In summary - I could have easily worked 120 to 150 stations during 4 moon
passes "IF" the JT65 process was faster.   JT65B2 would have been a big
help but we (the community) doesn't use it.    Contests are not a weak
signal exercise - except for Conrad.  :)

The ARRL Contest was great fun.  I should be fully recovered before the
next one.   If any experienced contester has helpful hints for me - please
send them directly.

IMHO - 73 - Paul - W2HRO

On Sun, Nov 20, 2016 at 4:23 PM, Conrad PA5Y <g0ruz at g0ruz.com> wrote:

> The 73 are not required for a valid QSO. However they are useful as an
> indicator that all is well.
> During the contest if I call CQ I prefer the station that I am working to
> send 73 in response to my RRR even if just for a few seconds to let me know
> that they are happy. This happens a lot during the contest and is very
> thoughtful.  If my QSO partner is participating in the contest and are loud
> with me it is completely unnecessary. Instead of responding to these 73
> with 73 I just call CQ again or the next station if there is a queue. If my
> QSO partners are on the logger I will thank them for the QSO but only AFTER
> the QSO is complete.

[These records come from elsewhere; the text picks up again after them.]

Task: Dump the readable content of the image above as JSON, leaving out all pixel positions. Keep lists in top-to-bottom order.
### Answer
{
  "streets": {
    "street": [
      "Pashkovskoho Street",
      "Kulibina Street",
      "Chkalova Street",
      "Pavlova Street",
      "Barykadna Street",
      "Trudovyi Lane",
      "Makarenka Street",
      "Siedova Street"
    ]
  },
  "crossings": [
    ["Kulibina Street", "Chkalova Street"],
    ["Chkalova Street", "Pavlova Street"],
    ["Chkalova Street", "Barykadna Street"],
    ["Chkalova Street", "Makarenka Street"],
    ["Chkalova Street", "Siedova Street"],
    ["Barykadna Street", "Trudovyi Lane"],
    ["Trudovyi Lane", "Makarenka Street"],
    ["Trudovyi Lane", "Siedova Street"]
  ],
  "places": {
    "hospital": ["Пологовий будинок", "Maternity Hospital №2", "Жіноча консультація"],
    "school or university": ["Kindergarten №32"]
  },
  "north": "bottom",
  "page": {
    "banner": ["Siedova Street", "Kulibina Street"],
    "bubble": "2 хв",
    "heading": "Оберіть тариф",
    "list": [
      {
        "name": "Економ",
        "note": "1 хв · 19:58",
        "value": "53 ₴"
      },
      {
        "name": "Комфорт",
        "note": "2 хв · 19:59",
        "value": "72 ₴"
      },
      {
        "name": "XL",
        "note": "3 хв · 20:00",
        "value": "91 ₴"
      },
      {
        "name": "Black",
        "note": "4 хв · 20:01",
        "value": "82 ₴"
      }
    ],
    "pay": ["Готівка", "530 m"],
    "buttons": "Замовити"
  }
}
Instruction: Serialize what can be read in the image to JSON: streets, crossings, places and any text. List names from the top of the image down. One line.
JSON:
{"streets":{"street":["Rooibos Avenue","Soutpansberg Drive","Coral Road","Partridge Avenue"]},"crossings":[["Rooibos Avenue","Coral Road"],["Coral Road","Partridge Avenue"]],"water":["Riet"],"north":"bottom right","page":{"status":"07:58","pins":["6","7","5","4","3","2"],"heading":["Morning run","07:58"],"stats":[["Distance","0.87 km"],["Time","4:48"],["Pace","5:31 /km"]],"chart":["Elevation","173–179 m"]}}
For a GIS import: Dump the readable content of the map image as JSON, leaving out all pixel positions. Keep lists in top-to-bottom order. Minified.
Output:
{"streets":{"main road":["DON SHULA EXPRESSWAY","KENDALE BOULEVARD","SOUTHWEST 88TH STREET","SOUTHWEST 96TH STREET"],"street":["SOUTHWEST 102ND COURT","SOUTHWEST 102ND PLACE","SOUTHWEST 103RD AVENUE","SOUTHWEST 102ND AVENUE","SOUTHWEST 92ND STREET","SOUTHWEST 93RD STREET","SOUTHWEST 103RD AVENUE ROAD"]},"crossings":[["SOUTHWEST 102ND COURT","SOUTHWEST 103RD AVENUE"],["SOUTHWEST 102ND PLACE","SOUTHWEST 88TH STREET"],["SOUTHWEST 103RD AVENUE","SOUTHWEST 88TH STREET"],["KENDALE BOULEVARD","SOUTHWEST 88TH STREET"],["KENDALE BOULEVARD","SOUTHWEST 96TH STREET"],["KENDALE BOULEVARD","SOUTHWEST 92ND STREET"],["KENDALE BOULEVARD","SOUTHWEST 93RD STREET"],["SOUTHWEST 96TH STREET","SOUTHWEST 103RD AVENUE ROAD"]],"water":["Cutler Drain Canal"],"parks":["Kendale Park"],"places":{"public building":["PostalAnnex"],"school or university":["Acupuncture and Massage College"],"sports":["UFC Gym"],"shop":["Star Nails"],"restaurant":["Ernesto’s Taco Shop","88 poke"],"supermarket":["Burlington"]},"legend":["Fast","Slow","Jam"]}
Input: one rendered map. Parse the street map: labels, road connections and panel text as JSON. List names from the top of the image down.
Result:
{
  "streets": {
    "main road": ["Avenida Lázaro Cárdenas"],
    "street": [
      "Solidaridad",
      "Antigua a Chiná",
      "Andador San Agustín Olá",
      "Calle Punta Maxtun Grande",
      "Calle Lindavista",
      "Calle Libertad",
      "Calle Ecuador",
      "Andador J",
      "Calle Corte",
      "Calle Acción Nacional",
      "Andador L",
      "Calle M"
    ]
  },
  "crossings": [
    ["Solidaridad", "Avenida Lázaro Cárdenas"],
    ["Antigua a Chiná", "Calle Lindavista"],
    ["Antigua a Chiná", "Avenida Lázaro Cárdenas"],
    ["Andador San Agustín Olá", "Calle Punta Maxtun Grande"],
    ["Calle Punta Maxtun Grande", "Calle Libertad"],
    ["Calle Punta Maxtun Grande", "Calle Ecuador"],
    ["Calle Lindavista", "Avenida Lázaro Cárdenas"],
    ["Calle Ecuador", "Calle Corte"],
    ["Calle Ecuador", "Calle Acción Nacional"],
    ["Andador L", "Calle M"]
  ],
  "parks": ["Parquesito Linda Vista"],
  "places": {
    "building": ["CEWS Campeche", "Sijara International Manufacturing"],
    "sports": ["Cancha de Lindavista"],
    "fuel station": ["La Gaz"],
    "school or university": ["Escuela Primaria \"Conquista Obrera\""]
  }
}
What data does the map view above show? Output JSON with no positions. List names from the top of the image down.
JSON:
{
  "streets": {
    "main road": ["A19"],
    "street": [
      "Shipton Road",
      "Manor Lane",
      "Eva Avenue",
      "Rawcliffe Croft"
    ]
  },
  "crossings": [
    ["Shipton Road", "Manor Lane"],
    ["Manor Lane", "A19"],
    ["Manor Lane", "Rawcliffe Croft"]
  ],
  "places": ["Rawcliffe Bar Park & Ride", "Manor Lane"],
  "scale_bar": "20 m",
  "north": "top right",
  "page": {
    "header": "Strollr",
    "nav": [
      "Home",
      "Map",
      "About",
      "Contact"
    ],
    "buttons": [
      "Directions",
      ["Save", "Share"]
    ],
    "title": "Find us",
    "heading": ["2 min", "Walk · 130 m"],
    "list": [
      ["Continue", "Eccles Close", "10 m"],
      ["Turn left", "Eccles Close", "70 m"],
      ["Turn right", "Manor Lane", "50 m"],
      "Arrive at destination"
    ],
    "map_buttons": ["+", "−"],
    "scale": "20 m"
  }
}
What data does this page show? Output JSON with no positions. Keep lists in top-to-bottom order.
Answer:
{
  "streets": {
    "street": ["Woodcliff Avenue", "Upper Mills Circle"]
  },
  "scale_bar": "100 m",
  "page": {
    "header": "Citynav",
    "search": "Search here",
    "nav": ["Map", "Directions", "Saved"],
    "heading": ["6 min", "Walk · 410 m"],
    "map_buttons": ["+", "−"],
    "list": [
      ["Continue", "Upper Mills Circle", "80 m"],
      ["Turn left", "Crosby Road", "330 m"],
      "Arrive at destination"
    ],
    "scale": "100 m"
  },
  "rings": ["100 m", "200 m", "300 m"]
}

It is perfectly legitimate to do this once you have
> received RRR.
> DXpeditions prefer their QSO partner to send 73 after they have sent RRR
> just so that they know to move on to the next station.
> For normal everyday QSOs outside of contests and Dxpeditions 73 are polite
> and should be used unless you are running out of moon :-)
> A little watching and listening will soon having you developing your own
> feel for how things are done.
> Regards
> Conrad PA5Y
> On 20/11/2016 21:55, Bob Atkins wrote:
> During the EME contest one station I contacted suggested that the final
> "73" wasn't required, just the exchangeable of "Call signs and locators",
> "OOO", "RO" and "RRR".  Is that generally accepted to be the case? Usually
> at least one or both stations send "73", but is this actually a requirement
> for a valid QSO (as least as defined by the contest).
> The "call, locator and OOO" confirms reception of "callls + locator" in
> one direction and the "RO" confirms reception of that report by the first
> station. "RRR" then confirms reception of that information.  Technically,
> isn't that all that is needed?
> I'm not suggestion that dropping the final 73 (or exchange of 73s) is a
> good idea. I just don't want to claim a contact where the other stations
> didn't send the first "73" and suggested it wasn't required.